- _Description of the task_:
Apart from the pictures, every part of the records below gets retyped exactly.

== Segment start ==

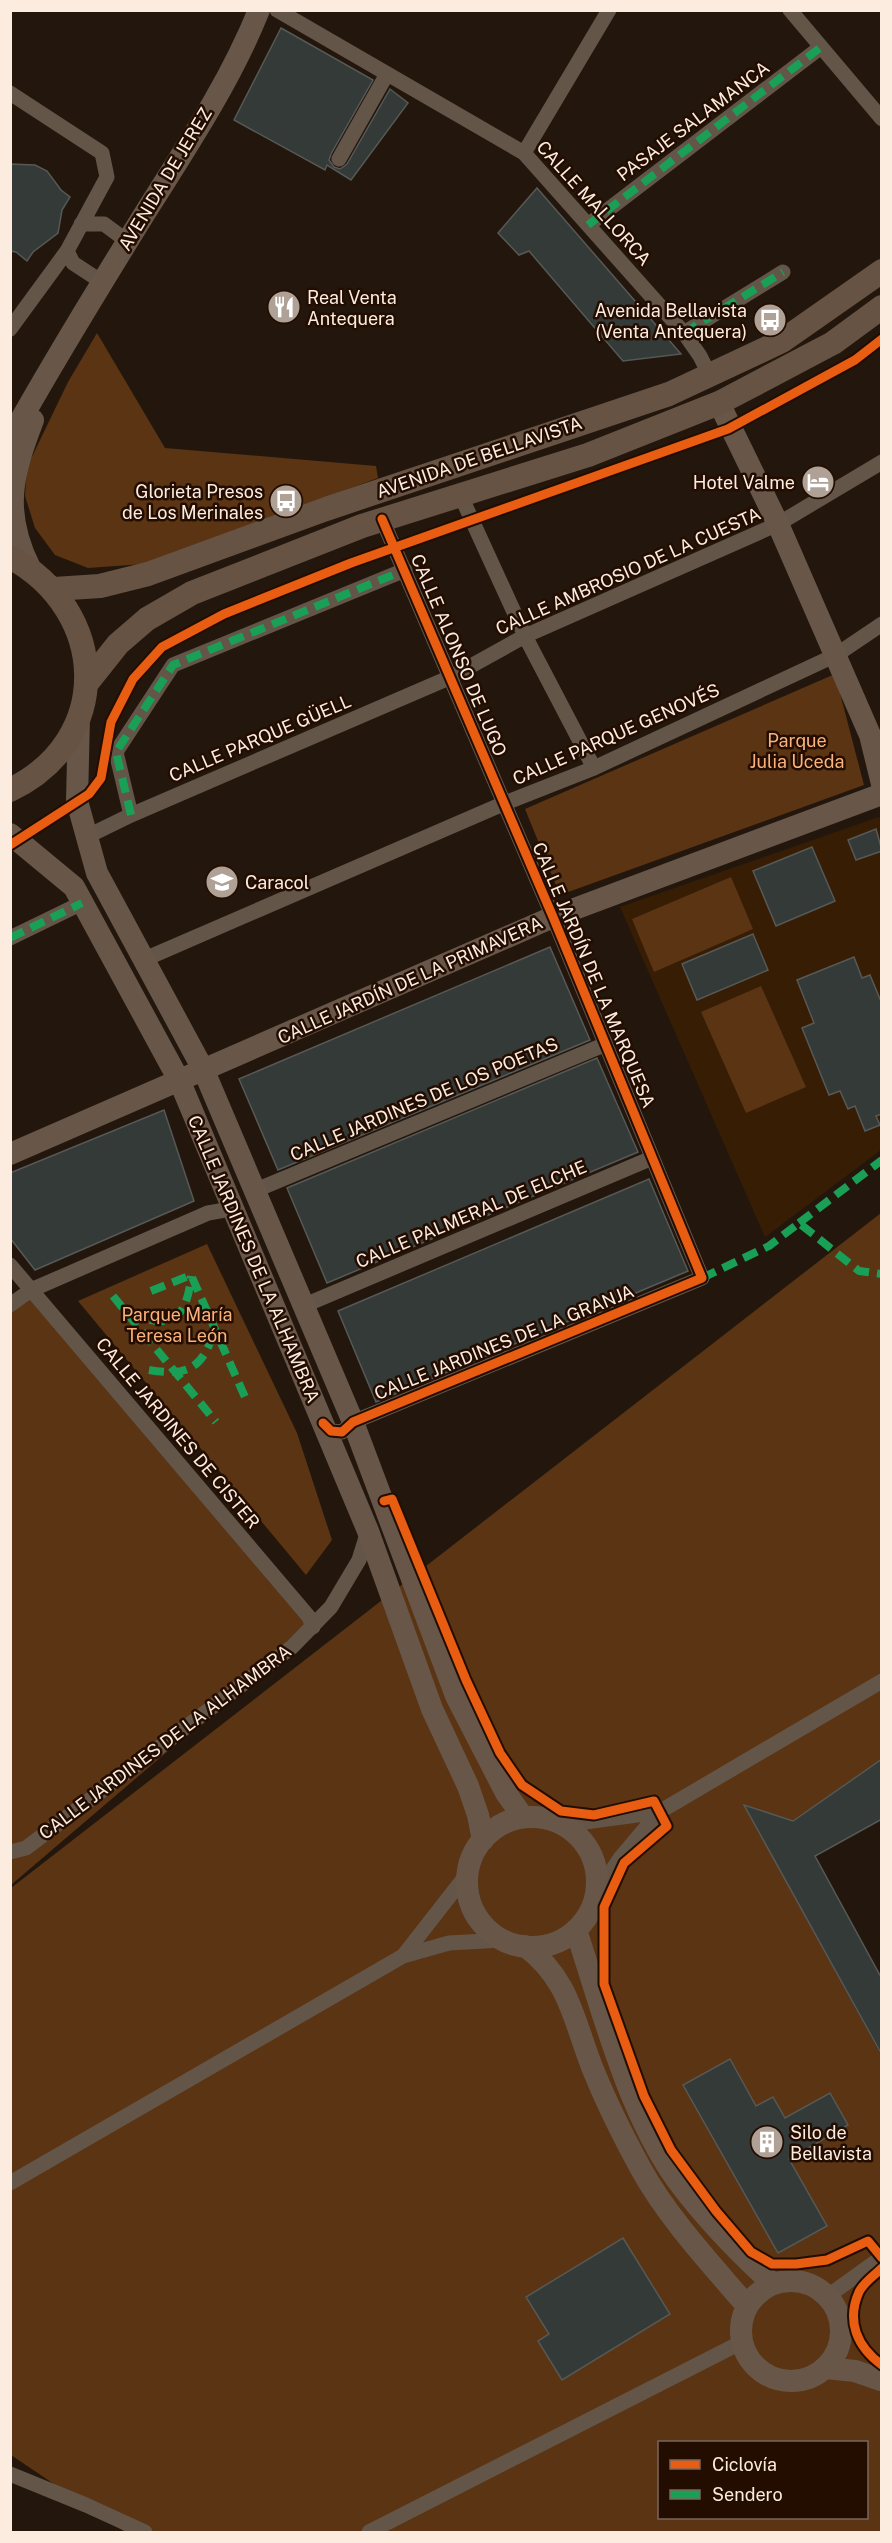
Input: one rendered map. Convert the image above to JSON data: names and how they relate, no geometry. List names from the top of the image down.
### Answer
{
  "streets": {
    "main road": ["AVENIDA DE BELLAVISTA"],
    "street": [
      "PASAJE SALAMANCA",
      "AVENIDA DE JEREZ",
      "CALLE MALLORCA",
      "CALLE AMBROSIO DE LA CUESTA",
      "CALLE ALONSO DE LUGO",
      "CALLE PARQUE GENOVÉS",
      "CALLE PARQUE GÜELL",
      "CALLE JARDÍN DE LA MARQUESA",
      "CALLE JARDÍN DE LA PRIMAVERA",
      "CALLE JARDINES DE LOS POETAS",
      "CALLE PALMERAL DE ELCHE",
      "CALLE JARDINES DE LA ALHAMBRA",
      "CALLE JARDINES DE LA GRANJA",
      "CALLE JARDINES DE CISTER"
    ]
  },
  "crossings": [
    ["PASAJE SALAMANCA", "CALLE MALLORCA"],
    ["CALLE MALLORCA", "AVENIDA DE BELLAVISTA"],
    ["AVENIDA DE BELLAVISTA", "CALLE ALONSO DE LUGO"],
    ["CALLE AMBROSIO DE LA CUESTA", "CALLE ALONSO DE LUGO"],
    ["CALLE AMBROSIO DE LA CUESTA", "CALLE PARQUE GÜELL"],
    ["CALLE ALONSO DE LUGO", "CALLE PARQUE GENOVÉS"],
    ["CALLE ALONSO DE LUGO", "CALLE PARQUE GÜELL"],
    ["CALLE ALONSO DE LUGO", "CALLE JARDÍN DE LA MARQUESA"],
    ["CALLE PARQUE GENOVÉS", "CALLE JARDÍN DE LA MARQUESA"],
    ["CALLE PARQUE GENOVÉS", "CALLE JARDINES DE LA ALHAMBRA"],
    ["CALLE PARQUE GÜELL", "CALLE JARDINES DE LA ALHAMBRA"],
    ["CALLE JARDÍN DE LA MARQUESA", "CALLE JARDÍN DE LA PRIMAVERA"],
    ["CALLE JARDÍN DE LA MARQUESA", "CALLE JARDINES DE LOS POETAS"],
    ["CALLE JARDÍN DE LA MARQUESA", "CALLE PALMERAL DE ELCHE"],
    ["CALLE JARDÍN DE LA MARQUESA", "CALLE JARDINES DE LA GRANJA"],
    ["CALLE JARDÍN DE LA PRIMAVERA", "CALLE JARDINES DE LA ALHAMBRA"],
    ["CALLE JARDINES DE LOS POETAS", "CALLE JARDINES DE LA ALHAMBRA"],
    ["CALLE PALMERAL DE ELCHE", "CALLE JARDINES DE LA ALHAMBRA"],
    ["CALLE JARDINES DE LA ALHAMBRA", "CALLE JARDINES DE LA GRANJA"],
    ["CALLE JARDINES DE LA ALHAMBRA", "CALLE JARDINES DE CISTER"]
  ],
  "parks": ["Parque Julia Uceda", "Parque María Teresa León"],
  "places": {
    "restaurant": ["Real Venta Antequera"],
    "bus stop": ["Avenida Bellavista (Venta Antequera)", "Glorieta Presos de Los Merinales"],
    "hotel": ["Hotel Valme"],
    "school or university": ["Caracol"],
    "building": ["Silo de Bellavista"]
  },
  "legend": ["Ciclovía", "Sendero"]
}
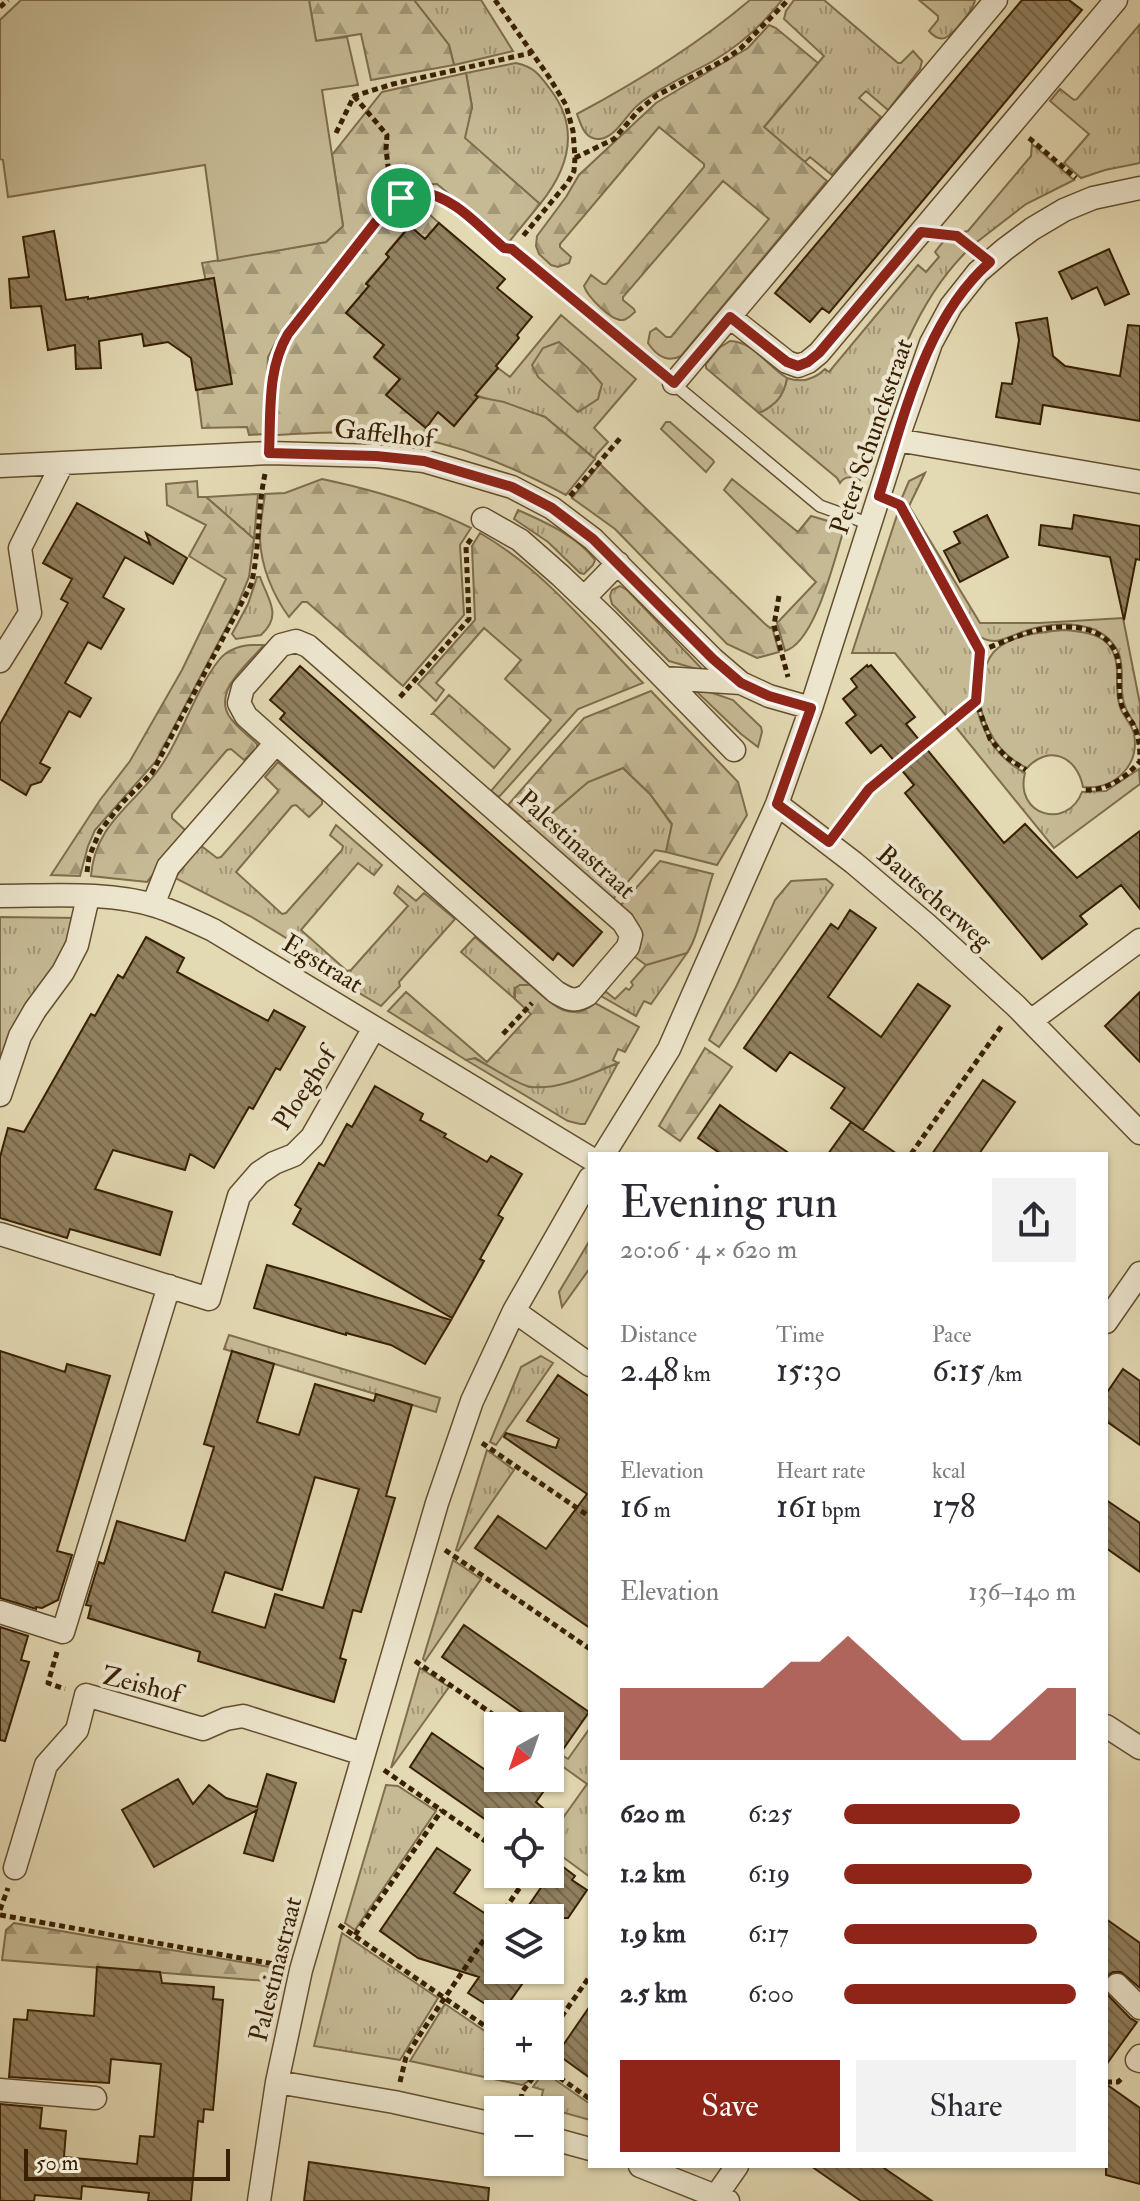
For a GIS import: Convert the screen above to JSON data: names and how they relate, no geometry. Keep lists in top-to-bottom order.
{
  "streets": {
    "street": [
      "Gaffelhof",
      "Peter Schunckstraat",
      "Palestinastraat",
      "Bautscherweg",
      "Egstraat",
      "Ploeghof",
      "Zeishof"
    ]
  },
  "crossings": [
    ["Gaffelhof", "Peter Schunckstraat"],
    ["Peter Schunckstraat", "Bautscherweg"],
    ["Palestinastraat", "Zeishof"],
    ["Egstraat", "Ploeghof"]
  ],
  "scale_bar": "50 m",
  "north": "bottom left",
  "page": {
    "heading": ["Evening run", "20:06 · 4 × 620 m"],
    "stats": [
      ["Distance", "2.48 km"],
      ["Time", "15:30"],
      ["Pace", "6:15 /km"],
      ["Elevation", "16 m"],
      ["Heart rate", "161 bpm"],
      ["kcal", "178"]
    ],
    "chart": ["Elevation", "136–140 m"],
    "map_buttons": ["+", "−"],
    "list": [
      {
        "name": "620 m",
        "note": "6:25"
      },
      {
        "name": "1.2 km",
        "note": "6:19"
      },
      {
        "name": "1.9 km",
        "note": "6:17"
      },
      {
        "name": "2.5 km",
        "note": "6:00"
      }
    ],
    "buttons": ["Save", "Share"],
    "scale": "50 m"
  }
}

== Segment end ==

- _Written response_:
Input: one rendered map. Convert the image above to JSON data: names and how they relate, no geometry. List names from the top of the image down.
### Answer
{
  "streets": {
    "main road": ["AVENIDA DE BELLAVISTA"],
    "street": [
      "PASAJE SALAMANCA",
      "AVENIDA DE JEREZ",
      "CALLE MALLORCA",
      "CALLE AMBROSIO DE LA CUESTA",
      "CALLE ALONSO DE LUGO",
      "CALLE PARQUE GENOVÉS",
      "CALLE PARQUE GÜELL",
      "CALLE JARDÍN DE LA MARQUESA",
      "CALLE JARDÍN DE LA PRIMAVERA",
      "CALLE JARDINES DE LOS POETAS",
      "CALLE PALMERAL DE ELCHE",
      "CALLE JARDINES DE LA ALHAMBRA",
      "CALLE JARDINES DE LA GRANJA",
      "CALLE JARDINES DE CISTER"
    ]
  },
  "crossings": [
    ["PASAJE SALAMANCA", "CALLE MALLORCA"],
    ["CALLE MALLORCA", "AVENIDA DE BELLAVISTA"],
    ["AVENIDA DE BELLAVISTA", "CALLE ALONSO DE LUGO"],
    ["CALLE AMBROSIO DE LA CUESTA", "CALLE ALONSO DE LUGO"],
    ["CALLE AMBROSIO DE LA CUESTA", "CALLE PARQUE GÜELL"],
    ["CALLE ALONSO DE LUGO", "CALLE PARQUE GENOVÉS"],
    ["CALLE ALONSO DE LUGO", "CALLE PARQUE GÜELL"],
    ["CALLE ALONSO DE LUGO", "CALLE JARDÍN DE LA MARQUESA"],
    ["CALLE PARQUE GENOVÉS", "CALLE JARDÍN DE LA MARQUESA"],
    ["CALLE PARQUE GENOVÉS", "CALLE JARDINES DE LA ALHAMBRA"],
    ["CALLE PARQUE GÜELL", "CALLE JARDINES DE LA ALHAMBRA"],
    ["CALLE JARDÍN DE LA MARQUESA", "CALLE JARDÍN DE LA PRIMAVERA"],
    ["CALLE JARDÍN DE LA MARQUESA", "CALLE JARDINES DE LOS POETAS"],
    ["CALLE JARDÍN DE LA MARQUESA", "CALLE PALMERAL DE ELCHE"],
    ["CALLE JARDÍN DE LA MARQUESA", "CALLE JARDINES DE LA GRANJA"],
    ["CALLE JARDÍN DE LA PRIMAVERA", "CALLE JARDINES DE LA ALHAMBRA"],
    ["CALLE JARDINES DE LOS POETAS", "CALLE JARDINES DE LA ALHAMBRA"],
    ["CALLE PALMERAL DE ELCHE", "CALLE JARDINES DE LA ALHAMBRA"],
    ["CALLE JARDINES DE LA ALHAMBRA", "CALLE JARDINES DE LA GRANJA"],
    ["CALLE JARDINES DE LA ALHAMBRA", "CALLE JARDINES DE CISTER"]
  ],
  "parks": ["Parque Julia Uceda", "Parque María Teresa León"],
  "places": {
    "restaurant": ["Real Venta Antequera"],
    "bus stop": ["Avenida Bellavista (Venta Antequera)", "Glorieta Presos de Los Merinales"],
    "hotel": ["Hotel Valme"],
    "school or university": ["Caracol"],
    "building": ["Silo de Bellavista"]
  },
  "legend": ["Ciclovía", "Sendero"]
}
For a GIS import: Convert the screen above to JSON data: names and how they relate, no geometry. Keep lists in top-to-bottom order.
{
  "streets": {
    "street": [
      "Gaffelhof",
      "Peter Schunckstraat",
      "Palestinastraat",
      "Bautscherweg",
      "Egstraat",
      "Ploeghof",
      "Zeishof"
    ]
  },
  "crossings": [
    ["Gaffelhof", "Peter Schunckstraat"],
    ["Peter Schunckstraat", "Bautscherweg"],
    ["Palestinastraat", "Zeishof"],
    ["Egstraat", "Ploeghof"]
  ],
  "scale_bar": "50 m",
  "north": "bottom left",
  "page": {
    "heading": ["Evening run", "20:06 · 4 × 620 m"],
    "stats": [
      ["Distance", "2.48 km"],
      ["Time", "15:30"],
      ["Pace", "6:15 /km"],
      ["Elevation", "16 m"],
      ["Heart rate", "161 bpm"],
      ["kcal", "178"]
    ],
    "chart": ["Elevation", "136–140 m"],
    "map_buttons": ["+", "−"],
    "list": [
      {
        "name": "620 m",
        "note": "6:25"
      },
      {
        "name": "1.2 km",
        "note": "6:19"
      },
      {
        "name": "1.9 km",
        "note": "6:17"
      },
      {
        "name": "2.5 km",
        "note": "6:00"
      }
    ],
    "buttons": ["Save", "Share"],
    "scale": "50 m"
  }
}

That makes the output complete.